Я продолжал молчать. Если этому шкафу со встроенным интеллектом есть что сказать – пусть говорит.
– Знаешь, был такой китайский мудрец – Чжуанцзы, – произнес говорящий шкаф Вадим. – И знаешь, что он сказал? «Вся тьма вещей выходит из мельчайших семян и в них же возвращается». Я долго думал над этим. Смысл обдумывал, понимаешь? – он щелкнул пальцами. – Смысл должен быть! И я все понял! Мы делаем детей, они появляются из мельчайших сперматозоидов, кстати. И всякие другие вещи делаем – ну, из дерева, из железа, или так далее.
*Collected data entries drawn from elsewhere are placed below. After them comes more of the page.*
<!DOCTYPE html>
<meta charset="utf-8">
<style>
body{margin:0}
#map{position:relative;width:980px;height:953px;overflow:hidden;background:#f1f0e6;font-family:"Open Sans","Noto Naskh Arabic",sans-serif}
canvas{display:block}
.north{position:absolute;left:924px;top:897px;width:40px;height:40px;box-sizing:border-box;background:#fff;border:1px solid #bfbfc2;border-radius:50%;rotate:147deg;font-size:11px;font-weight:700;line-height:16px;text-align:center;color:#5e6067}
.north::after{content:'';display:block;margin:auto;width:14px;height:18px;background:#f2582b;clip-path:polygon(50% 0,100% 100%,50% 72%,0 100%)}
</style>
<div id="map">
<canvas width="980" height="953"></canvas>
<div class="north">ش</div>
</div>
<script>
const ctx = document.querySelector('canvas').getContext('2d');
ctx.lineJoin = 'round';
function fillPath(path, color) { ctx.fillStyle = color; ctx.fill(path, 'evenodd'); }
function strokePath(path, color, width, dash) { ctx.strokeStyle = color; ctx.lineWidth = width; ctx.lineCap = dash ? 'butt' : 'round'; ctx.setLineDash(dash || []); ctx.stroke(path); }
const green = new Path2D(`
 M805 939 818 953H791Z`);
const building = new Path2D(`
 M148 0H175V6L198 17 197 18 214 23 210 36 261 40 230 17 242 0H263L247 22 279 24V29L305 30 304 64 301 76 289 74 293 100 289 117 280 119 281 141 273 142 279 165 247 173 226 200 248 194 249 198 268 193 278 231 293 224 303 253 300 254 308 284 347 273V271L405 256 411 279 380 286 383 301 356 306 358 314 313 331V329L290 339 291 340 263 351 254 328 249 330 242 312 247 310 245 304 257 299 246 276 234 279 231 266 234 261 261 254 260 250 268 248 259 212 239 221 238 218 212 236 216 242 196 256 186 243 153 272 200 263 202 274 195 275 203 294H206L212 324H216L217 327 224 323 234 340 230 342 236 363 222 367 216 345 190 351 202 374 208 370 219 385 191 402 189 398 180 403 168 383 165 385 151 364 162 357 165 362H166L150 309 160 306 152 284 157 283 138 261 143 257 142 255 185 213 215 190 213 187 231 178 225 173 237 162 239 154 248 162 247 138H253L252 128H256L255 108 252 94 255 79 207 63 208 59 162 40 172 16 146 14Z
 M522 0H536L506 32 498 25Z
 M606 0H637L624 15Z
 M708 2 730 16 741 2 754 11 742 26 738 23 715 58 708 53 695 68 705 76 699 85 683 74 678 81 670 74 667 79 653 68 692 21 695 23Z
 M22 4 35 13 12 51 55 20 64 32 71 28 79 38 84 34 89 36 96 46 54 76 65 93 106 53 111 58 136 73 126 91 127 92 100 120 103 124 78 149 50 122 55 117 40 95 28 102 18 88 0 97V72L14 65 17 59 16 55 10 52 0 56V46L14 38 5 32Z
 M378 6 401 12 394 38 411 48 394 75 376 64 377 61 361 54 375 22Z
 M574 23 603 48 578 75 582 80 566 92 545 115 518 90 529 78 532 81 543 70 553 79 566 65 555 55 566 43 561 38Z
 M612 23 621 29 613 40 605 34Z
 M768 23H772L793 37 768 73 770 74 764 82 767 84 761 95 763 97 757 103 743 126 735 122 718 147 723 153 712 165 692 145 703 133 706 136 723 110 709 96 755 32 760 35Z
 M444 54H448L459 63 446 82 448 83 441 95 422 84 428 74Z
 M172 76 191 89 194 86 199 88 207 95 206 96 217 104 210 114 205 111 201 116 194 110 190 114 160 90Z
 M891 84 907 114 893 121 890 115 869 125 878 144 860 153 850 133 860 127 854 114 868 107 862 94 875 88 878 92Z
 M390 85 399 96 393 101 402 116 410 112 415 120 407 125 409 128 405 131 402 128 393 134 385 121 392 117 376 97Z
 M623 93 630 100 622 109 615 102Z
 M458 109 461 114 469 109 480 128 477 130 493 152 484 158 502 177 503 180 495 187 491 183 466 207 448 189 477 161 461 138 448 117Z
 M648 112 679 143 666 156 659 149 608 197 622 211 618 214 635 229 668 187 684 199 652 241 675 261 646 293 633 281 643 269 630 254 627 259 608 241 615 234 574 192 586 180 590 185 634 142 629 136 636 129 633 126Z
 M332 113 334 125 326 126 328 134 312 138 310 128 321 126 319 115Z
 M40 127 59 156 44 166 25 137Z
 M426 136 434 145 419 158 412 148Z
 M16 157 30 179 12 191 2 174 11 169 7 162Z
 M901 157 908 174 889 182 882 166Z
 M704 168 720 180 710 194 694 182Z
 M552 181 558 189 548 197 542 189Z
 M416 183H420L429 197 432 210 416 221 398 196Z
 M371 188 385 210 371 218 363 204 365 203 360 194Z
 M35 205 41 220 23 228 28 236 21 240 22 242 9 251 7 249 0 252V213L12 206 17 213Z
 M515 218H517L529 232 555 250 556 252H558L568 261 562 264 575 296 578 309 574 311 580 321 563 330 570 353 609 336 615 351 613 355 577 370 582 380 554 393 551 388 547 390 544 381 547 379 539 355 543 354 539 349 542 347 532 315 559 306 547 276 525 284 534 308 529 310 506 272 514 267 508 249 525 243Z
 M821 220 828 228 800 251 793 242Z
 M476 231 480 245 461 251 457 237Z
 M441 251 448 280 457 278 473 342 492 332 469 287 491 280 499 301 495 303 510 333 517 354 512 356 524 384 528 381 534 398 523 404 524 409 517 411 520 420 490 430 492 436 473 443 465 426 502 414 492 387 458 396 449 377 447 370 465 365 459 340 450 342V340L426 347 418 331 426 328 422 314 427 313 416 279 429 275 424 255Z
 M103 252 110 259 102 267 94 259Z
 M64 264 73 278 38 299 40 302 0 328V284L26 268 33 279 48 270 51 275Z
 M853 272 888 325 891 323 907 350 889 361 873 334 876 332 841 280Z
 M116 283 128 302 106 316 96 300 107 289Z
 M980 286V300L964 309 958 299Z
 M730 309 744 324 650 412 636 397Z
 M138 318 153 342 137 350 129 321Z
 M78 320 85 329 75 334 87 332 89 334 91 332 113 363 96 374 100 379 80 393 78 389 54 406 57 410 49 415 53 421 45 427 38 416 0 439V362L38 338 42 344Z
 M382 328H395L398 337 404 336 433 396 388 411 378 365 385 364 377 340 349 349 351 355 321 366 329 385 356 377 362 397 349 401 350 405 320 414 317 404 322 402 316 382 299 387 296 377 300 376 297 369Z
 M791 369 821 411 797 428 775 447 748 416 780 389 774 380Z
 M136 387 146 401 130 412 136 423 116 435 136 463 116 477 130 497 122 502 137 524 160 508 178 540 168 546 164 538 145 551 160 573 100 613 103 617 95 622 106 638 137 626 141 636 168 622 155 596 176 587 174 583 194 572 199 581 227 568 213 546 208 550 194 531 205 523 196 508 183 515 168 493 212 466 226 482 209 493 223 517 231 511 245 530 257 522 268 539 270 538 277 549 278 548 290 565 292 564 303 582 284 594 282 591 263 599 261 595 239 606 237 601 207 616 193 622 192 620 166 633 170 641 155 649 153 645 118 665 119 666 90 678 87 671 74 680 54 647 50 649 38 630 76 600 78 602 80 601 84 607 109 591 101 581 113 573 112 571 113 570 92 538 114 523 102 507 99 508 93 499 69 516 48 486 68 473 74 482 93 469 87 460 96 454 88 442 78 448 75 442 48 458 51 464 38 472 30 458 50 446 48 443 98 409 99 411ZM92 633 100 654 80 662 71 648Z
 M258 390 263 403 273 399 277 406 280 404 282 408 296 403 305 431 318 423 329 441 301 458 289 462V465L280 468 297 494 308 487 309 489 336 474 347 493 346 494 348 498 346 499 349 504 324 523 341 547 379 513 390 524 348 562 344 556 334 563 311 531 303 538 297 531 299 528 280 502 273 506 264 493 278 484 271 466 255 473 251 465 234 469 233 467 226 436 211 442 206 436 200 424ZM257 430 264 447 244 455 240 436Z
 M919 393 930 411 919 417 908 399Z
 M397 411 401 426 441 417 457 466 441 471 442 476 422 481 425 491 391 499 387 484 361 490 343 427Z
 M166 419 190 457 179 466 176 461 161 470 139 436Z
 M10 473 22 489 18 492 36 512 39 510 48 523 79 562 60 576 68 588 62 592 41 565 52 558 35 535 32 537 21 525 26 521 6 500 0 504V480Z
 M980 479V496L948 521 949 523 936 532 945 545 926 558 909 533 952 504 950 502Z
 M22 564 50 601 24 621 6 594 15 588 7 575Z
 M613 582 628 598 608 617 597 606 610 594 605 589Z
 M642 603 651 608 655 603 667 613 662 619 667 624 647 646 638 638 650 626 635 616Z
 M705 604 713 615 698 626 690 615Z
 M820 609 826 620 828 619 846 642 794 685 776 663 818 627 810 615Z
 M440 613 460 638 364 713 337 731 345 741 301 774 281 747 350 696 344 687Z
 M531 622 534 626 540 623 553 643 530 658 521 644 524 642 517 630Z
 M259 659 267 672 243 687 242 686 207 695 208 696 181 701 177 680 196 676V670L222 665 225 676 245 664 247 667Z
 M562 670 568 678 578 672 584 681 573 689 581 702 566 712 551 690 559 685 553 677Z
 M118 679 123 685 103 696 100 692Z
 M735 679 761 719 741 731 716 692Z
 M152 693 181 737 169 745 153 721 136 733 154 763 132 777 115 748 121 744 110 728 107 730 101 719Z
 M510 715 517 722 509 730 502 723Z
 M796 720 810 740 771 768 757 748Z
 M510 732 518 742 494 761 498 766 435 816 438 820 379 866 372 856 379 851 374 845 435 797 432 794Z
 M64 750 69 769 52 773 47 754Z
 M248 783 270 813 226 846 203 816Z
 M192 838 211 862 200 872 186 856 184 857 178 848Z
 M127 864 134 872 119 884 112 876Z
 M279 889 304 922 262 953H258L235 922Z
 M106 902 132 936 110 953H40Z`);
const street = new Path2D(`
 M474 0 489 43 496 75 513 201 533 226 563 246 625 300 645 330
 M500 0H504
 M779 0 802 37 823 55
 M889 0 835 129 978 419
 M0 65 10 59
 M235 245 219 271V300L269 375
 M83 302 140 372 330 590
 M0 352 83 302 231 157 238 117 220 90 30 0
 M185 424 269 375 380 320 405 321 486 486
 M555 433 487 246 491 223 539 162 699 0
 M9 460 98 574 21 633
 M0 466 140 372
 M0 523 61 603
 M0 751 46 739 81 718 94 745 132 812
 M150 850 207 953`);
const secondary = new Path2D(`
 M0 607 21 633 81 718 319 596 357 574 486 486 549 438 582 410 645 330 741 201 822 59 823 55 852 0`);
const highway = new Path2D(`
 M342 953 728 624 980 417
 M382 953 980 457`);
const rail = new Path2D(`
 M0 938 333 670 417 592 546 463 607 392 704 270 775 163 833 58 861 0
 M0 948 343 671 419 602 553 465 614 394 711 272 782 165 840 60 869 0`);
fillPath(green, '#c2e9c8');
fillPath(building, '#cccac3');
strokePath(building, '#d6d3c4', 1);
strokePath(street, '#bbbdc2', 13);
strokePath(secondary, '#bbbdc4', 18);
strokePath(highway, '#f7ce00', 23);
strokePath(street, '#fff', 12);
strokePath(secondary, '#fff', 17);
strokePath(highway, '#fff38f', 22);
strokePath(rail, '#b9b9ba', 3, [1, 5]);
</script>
И все равно ничто не живет вечно – проживает свой срок и обращается в прах, рассыпается пылью, понятно? Поэтому не имеет смысла дергаться впустую, воображать из себя что-то великое, типа круче всех. Все мы родились из пыли, и обратимся обратно в пыль. Нам дан небольшой срок, чтобы стать человеком, чтобы показать, что мы действительно чего-то можем, представляем из себя что-то стоящее. И если в это короткое время мы не обожаем себя до смерти и не гадим при этом на бошки всем другим, а реально ищем тех, кто нас понимает, и находим, то становимся сильнее, усек? Мы должны становиться сильнее, такова наша судьба. У «обычных» все вразнобой, так у них принято. А мы, подлизы, цепляемся лапками друг за друга, как рой пчел, въехал? Тогда все идет по-другому. Ганс, ведь он же кто, он гений! А ты, доктор, думаешь, что гений – ты? Ты?! Да вот хрен тебе! Дурак ты, вот ты кто! Чем ты доказал свое совершенство? Хоть на полпальца изобразил, что ты выше пыли? Ничем не изобразил! Мне жалко тебя, доктор. Ты будешь строить иллюзии в свои больных мозгах, всегда будешь строить, и будешь говорить себе, что ты больше, чем есть…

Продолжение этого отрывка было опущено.